* PROBLEM DETAILS *
From the line with "M672 0H699L700 2 699 11H675Z" to the line with "M272 7 275 17 235", retype every line exactly, including those two, and leave out the rest of the data below.
MATERIAL PROVIDED section start
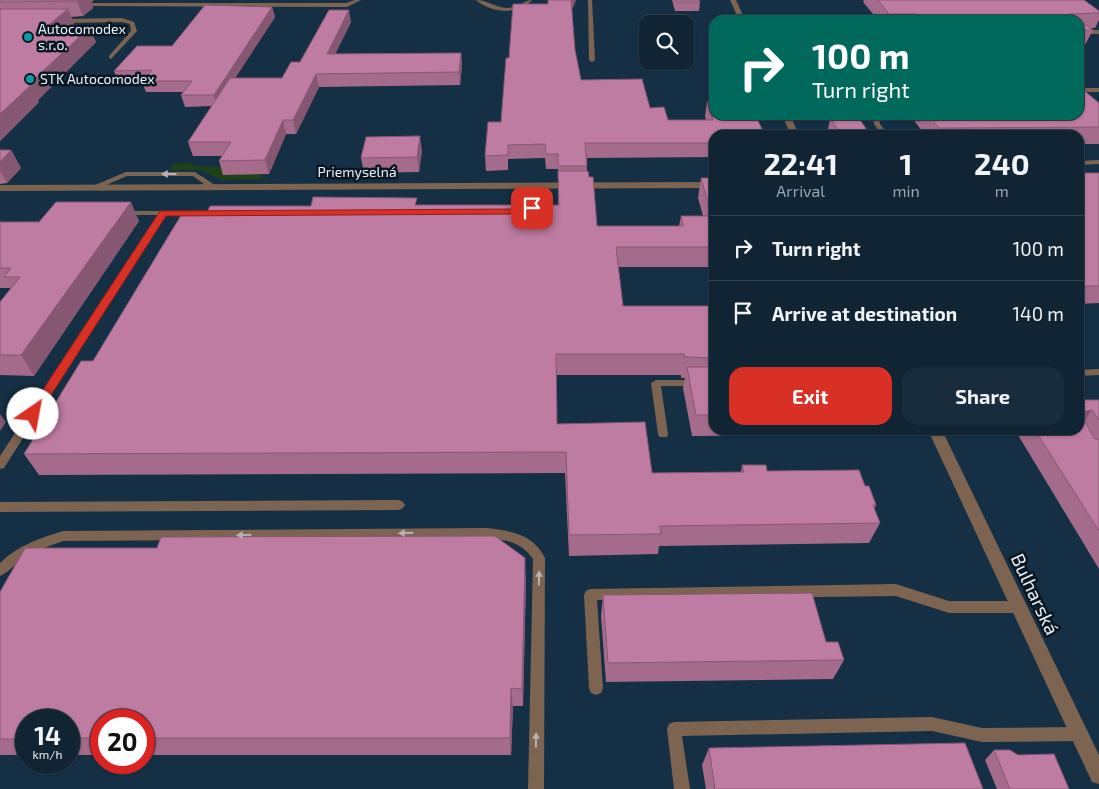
<!DOCTYPE html>
<meta charset="utf-8">
<style>
body{margin:0;font-family:"Exo 2",sans-serif;background:#192c3b;color:#f1f3f6;height:100vh;display:flex;flex-direction:column;font-size:19px;white-space:nowrap}
*{box-sizing:border-box;margin:0}
p{font-size:16px;color:#9ca4ac}
.icon{flex:none;width:28px;height:28px;fill:none;stroke:currentColor;stroke-width:2;stroke-linecap:round;stroke-linejoin:round}
.map{position:relative;flex:1;overflow:hidden}
.sheet{position:absolute;left:709px;top:130px;width:375px;height:305px;display:flex;flex-direction:column;background:#102433;border-radius:15px;box-shadow:0 1px 4px #0004,0 0 0 1px #30414e}
.sheet>*{flex:none}
.top-card{position:absolute;left:709px;top:15px;width:375px;height:105px;border-radius:15px;box-shadow:0 1px 4px #0004,0 0 0 1px #30414e;background:#00695c;color:#fff;overflow:hidden}
.fabs{position:absolute;left:639px;top:15px;display:grid;gap:10px}
.fabs a{display:grid;place-items:center;width:55px;height:55px;border-radius:10px;background:#102433;box-shadow:0 1px 4px #0004,0 0 0 1px #30414e;font-size:25px}
.speed{position:absolute;left:15px;top:709px;display:flex;gap:10px;font-size:25px;font-weight:700;text-align:center}
.speed>*{display:grid;place-content:center;width:65px;height:65px;border-radius:50%;background:#102433;box-shadow:0 1px 4px #0004,0 0 0 1px #30414e;line-height:1}
.speed small{font-size:12px;font-weight:400}
.speed .limit{border:8px solid #d22;background:#fff;color:#111}
.pin{position:absolute;display:grid;place-items:center;width:42px;height:42px;color:#fff;margin:-21px;border-radius:10px;box-shadow:0 2px 8px #0006}
.me{position:absolute;width:55px;margin:-28px;rotate:33deg;stroke-linejoin:round;filter:drop-shadow(0 0 4px #0008)}
.turn{display:flex;align-items:center;gap:18px;height:105px;padding:0 20px;font-size:22px}
.turn .icon{width:65px;height:65px;stroke-width:2.5}
.turn b{display:block;font-size:35px;line-height:42px}
.eta{display:flex;justify-content:space-evenly;align-items:center;height:85px;text-align:center}
.eta b{font-size:30px;font-weight:700;line-height:35px}
.cta{display:flex;gap:10px;margin-top:auto;padding:10px 20px}
.cta a{flex:1;height:58px;border-radius:15px;background:#d93025;color:#fff;font-size:20px;font-weight:700;line-height:58px;text-align:center}
.cta a+a{background:#192c3b;color:#f1f3f6}
ul{padding:0;list-style:none}
li{display:flex;align-items:center;gap:15px;height:65px;padding:0 20px;border-top:1px solid #30414e}
li div{flex:1}
li b{display:block;font-size:19px}
li em{font-style:normal}
.map>svg:first-child{display:block}
.green{fill:#1e4215}
.lines{fill:none;stroke-linecap:round;stroke-linejoin:round}
.service{fill:#7d6451;fill-rule:evenodd}
.minor{fill:#7d6451;fill-rule:evenodd}
.wall{fill:#a46b8b}
.shaded-wall{fill:#865771}
.building{fill:#bf7ca2;stroke:#865771}
.oneway{fill:#b6b2af}
.route{fill:#d93025;stroke:#8d1f18}
.culture-dot{fill:#0f9aa8;stroke:#0b1720;stroke-width:2}
.labels{text-anchor:middle;stroke-width:5;stroke-linejoin:round;paint-order:stroke}
.far-poi-label{font-size:14px;fill:#e5f1fc;stroke:#0b1720;text-anchor:start}
.far-street-label{font-size:14px;fill:#e5f1fc;stroke:#0b1720}
.near-street-label{font-size:19px;fill:#e5f1fc;stroke:#0b1720}
</style>
<div class="map">
<svg width="1099" height="789" viewBox="0 0 1099 789">
<rect width="100%" height="100%" fill="#153044"/>
<path class="green" d="M190 163 195 166 215 167 262 174 261 178H268L267 179 222 180 201 170H169L173 164Z"/>
<g class="lines">
<path class="service" d="M89 0H94L91 3H346L355 0H361L347 7 84 6V4Z
M476 0C486 0 495 7 506 8 519 8 524 0 532 0 519 16 491 13 476 0Z
M588 0H592L595 60 592 62 589 60Z
M122 18 134 22 137 31 111 59 109 58V56L131 31 130 24 122 22 61 23 58 21 61 19Z
M1079 30H1099V34H1079Z
M1079 88H1099V92H1079Z
M878 115 880 124 888 135H882L874 124 873 119 788 120 785 118 788 116Z
M1099 160V164L1079 165V161Z
M126 172H195L218 187 217 189H211L193 176H127L95 190H92L88 188Z
M535 183H541L542 185V201L534 210 519 213V209L528 206 534 200Z
M121 211H195L199 213 195 215H165L4 468 0 469V456L158 215H124L120 213Z
M1099 369V375L1079 376V370Z
M656 380H714V386H661L668 434 667 437H659L658 434 651 383Z
M399 500 403 502 405 505 403 508 399 510 0 512V502Z
M487 528C511 531 533 534 545 558L544 789H528L533 559C521 542 507 540 487 538L63 541C49 546 35 551 22 559 15 564 8 573 0 576V563C17 546 40 538 63 531Z
M896 584 949 601H1020L1024 603 1026 607 1024 611 1020 613H949L896 596 597 600 603 688 601 693 596 695 591 693 589 688 584 595 586 591 590 589Z
M932 717 982 728 1079 727 1084 729 1086 734 1084 739 1079 741 982 742 932 731 682 736 690 789H674L667 729 669 724 674 722Z"/>
<path class="minor" d="M730 0H736L745 20H739Z
M782 115H790L799 135H791Z
M714 182V188L0 191V185Z
M928 430H942L1099 755V784L1092 782Z"/>
</g>
<path class="wall" d="M0 0H90L93 8 83 16 71 17 74 24 71 27 96 42 38 100 39 102 0 141Z
M672 0H699L700 2 699 11H675Z
M864 0H1084L1099 11V20L1095 28H1090L1093 30 1085 45H1079V20H878L863 2Z
M272 7 275 17 235 78H282L300 62 351 22 335 54 461 53 462 66 460 85 319 87 296 134H286L269 174 223 175 219 161 222 156H193L188 142 212 106 185 107 181 95 183 92H146L142 82H118L114 71 172 46Z
M572 11 575 50 581 80 650 108 668 120H706L705 116 707 102H714V157L586 158 587 171 589 177 597 226H679L681 216H703L698 198 701 178H714V267H618L623 306H714V430H853L850 435 692 436 683 388 685 378H681V375H556L557 424 652 473 741 472 742 465 767 471 865 486 876 505 874 509 880 523 869 543 659 546 658 554 569 556 565 473 39 475 24 454 93 361 207 212 418 205H558V169H546L545 158 508 159V170L486 171 485 156 501 122 509 58Z
M1099 103V144H1079V135H925L910 115H1079Z
M831 115H857L870 135H831L828 129Z
M0 150H11L21 168 7 183 0 184Z
M422 150 419 172 364 173 361 158Z
M1079 173H1099V303L1079 304Z
M139 221 34 376 0 375V302L11 288H0V222Z
M1079 400H1099V569L1015 430H1079Z
M526 578 523 706H513L511 755H144V720H101V755H69V720H26V755H0V592Z
M603 595 826 642 844 660 833 679 606 682 601 616Z
M709 748 983 789H706L702 765Z
M994 750 1069 789H997L985 760Z"/>
<path class="shaded-wall" d="M79 0H90L93 8 83 16 77 1Z
M571 0H576L571 13Z
M272 7 275 17 217 106 214 95Z
M68 9 74 24 53 42 46 27Z
M349 10 351 22 329 67 327 54Z
M90 27 96 42 38 100 39 102 0 141V114L28 85Z
M461 53 462 66 460 85 459 72Z
M316 74 319 87 296 134 293 120Z
M283 120 286 134 269 174 265 160Z
M420 136 422 150 419 172 417 157Z
M11 150 21 168 7 183 0 171V162Z
M131 202 139 221 34 376 21 355Z
M1092 410 1081 426 1080 412Z
M0 414 6 422 0 431Z
M525 558 526 578 523 706 522 689Z
M511 688 513 706 511 755 510 738Z"/>
<path class="building" d="M0 0H79L77 1 0 2Z
M548 0H571L575 50 581 80 642 79 650 108 664 107 668 120H713L707 102H714V115H755L765 135H714V143H585L587 166H558V154H546L545 144 508 145V155L485 156 488 122H501L506 58H509L513 4H548Z
M676 0H699L700 2H676Z
M878 0H1084L1099 11V13L1069 14 1078 20H923L917 14H889Z
M205 5 272 7 214 95H181L192 81H142L152 70 114 71 137 46H172Z
M0 9H68L46 27H90L28 85H31L0 114Z
M329 10H349L327 54 461 53 459 72 316 74 293 120H283L265 160 219 161 231 142H188L230 78H282L291 62H300Z
M1079 20 1093 30H1079Z
M1079 88H1081L1099 103V127L939 128 928 115H1079Z
M834 115H857L870 135H841L831 119H836Z
M420 136 417 157 361 158 366 137Z
M0 150H11L0 162Z
M558 171H588L589 177H593L597 226H683L681 216H712L701 178H714V247H616L623 306H714V358L685 357 684 354H556L557 424 645 422 652 473 744 472 742 465H766L767 471 859 470 865 486H869L876 505H873L880 523 660 526 661 534 569 535 566 452 24 454 81 361H93L183 212H207L210 206H311L313 197 417 198 415 205H559Z
M1079 173H1099V286H1079Z
M56 202H131L21 355H0V302L20 277H4L11 268H0V222H39Z
M687 367H714V415H696Z
M1079 400H1099V420L1092 410 1080 412 1094 438 1099 440V531L1035 430H1079Z
M495 536 525 558 522 689 511 688 510 738H144V720H101V738H69V720H26V739H0V592L25 548H157L161 537Z
M812 593 826 642H838L844 660 608 663 603 595Z
M965 743 983 789H715L709 748Z
M994 750H1010L1018 755 1054 754 1069 789H1010Z"/>
<defs><path id="oneway-solid" d="M-6-.8H1V-3.2L6.5 0L1 3.2V.8H-6Z" transform="scale(1.25)"/></defs>
<g class="oneway">
<use href="#oneway-solid" transform="translate(169 174) rotate(180)"/>
<use href="#oneway-solid" transform="translate(406 533) rotate(179)"/>
<use href="#oneway-solid" transform="translate(244 535) rotate(179)"/>
<use href="#oneway-solid" transform="translate(539 578) rotate(-89)"/>
<use href="#oneway-solid" transform="translate(536 740) rotate(-89)"/>
</g>
<path class="route" d="M532 205 536 208 535 210 519 214 166 216 37 417H29L27 414 160 211 519 209Z"/>
<g class="culture-dot">
<circle cx="28" cy="37" r="5"/>
<circle cx="30" cy="79" r="5"/>
</g>
<g class="labels">
<g class="far-poi-label">
<text x="38" y="34">Autocomodex<tspan x="38" dy="16">s.r.o.</tspan></text>
<text x="40" y="84">STK Autocomodex</text>
</g>
<g class="far-street-label">
<text x="357" y="177">Priemyselná</text>
</g>
<g class="near-street-label">
<text transform="translate(1035 594) rotate(65)" y="7">Bulharská</text>
</g>
</g>
</svg>
<div class="fabs">
<a><svg class="icon" aria-label="search" viewBox="0 0 24 24"><circle cx="10" cy="10" r="6"/><path d="M15 15l6 6"/></svg></a>
</div>
<div class="speed"><div>14<small>km/h</small></div><div class="limit">20</div></div>
<div class="pin" style="left:532px;top:208px;background:#d93025"><svg class="icon" aria-label="arrive" viewBox="0 0 24 24"><path d="M6 21V4h12l-3 4 3 4H6"/></svg></div>
<svg class="me" style="left:33px;top:414px" viewBox="-20 -20 40 40"><circle r="19" fill="#fff"/><path d="M0-13L10 11 0 6-10 11z" fill="#d93025"/></svg>
<div class="top-card">
<div class="turn"><svg class="icon" aria-label="right" viewBox="0 0 24 24"><path d="M7 20v-9h11M14 6l5 5-5 5"/></svg><div><b>100 m</b>Turn right</div></div>
</div>
<section class="sheet">
<div class="eta">
<div><b>22:41</b><p>Arrival</p></div>
<div><b>1</b><p>min</p></div>
<div><b>240</b><p>m</p></div>
</div>
<ul>
<li><svg class="icon" aria-label="right" viewBox="0 0 24 24"><path d="M7 20v-9h11M14 6l5 5-5 5"/></svg><div><b>Turn right</b></div><em>100 m</em></li>
<li><svg class="icon" aria-label="arrive" viewBox="0 0 24 24"><path d="M6 21V4h12l-3 4 3 4H6"/></svg><div><b>Arrive at destination</b></div><em>140 m</em></li>
</ul>
<div class="cta"><a>Exit</a><a>Share</a></div>
</section>
</div>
MATERIAL PROVIDED section end
* OUTPUT *
M672 0H699L700 2 699 11H675Z
M864 0H1084L1099 11V20L1095 28H1090L1093 30 1085 45H1079V20H878L863 2Z
M272 7 275 17 235 78H282L300 62 351 22 335 54 461 53 462 66 460 85 319 87 296 134H286L269 174 223 175 219 161 222 156H193L188 142 212 106 185 107 181 95 183 92H146L142 82H118L114 71 172 46Z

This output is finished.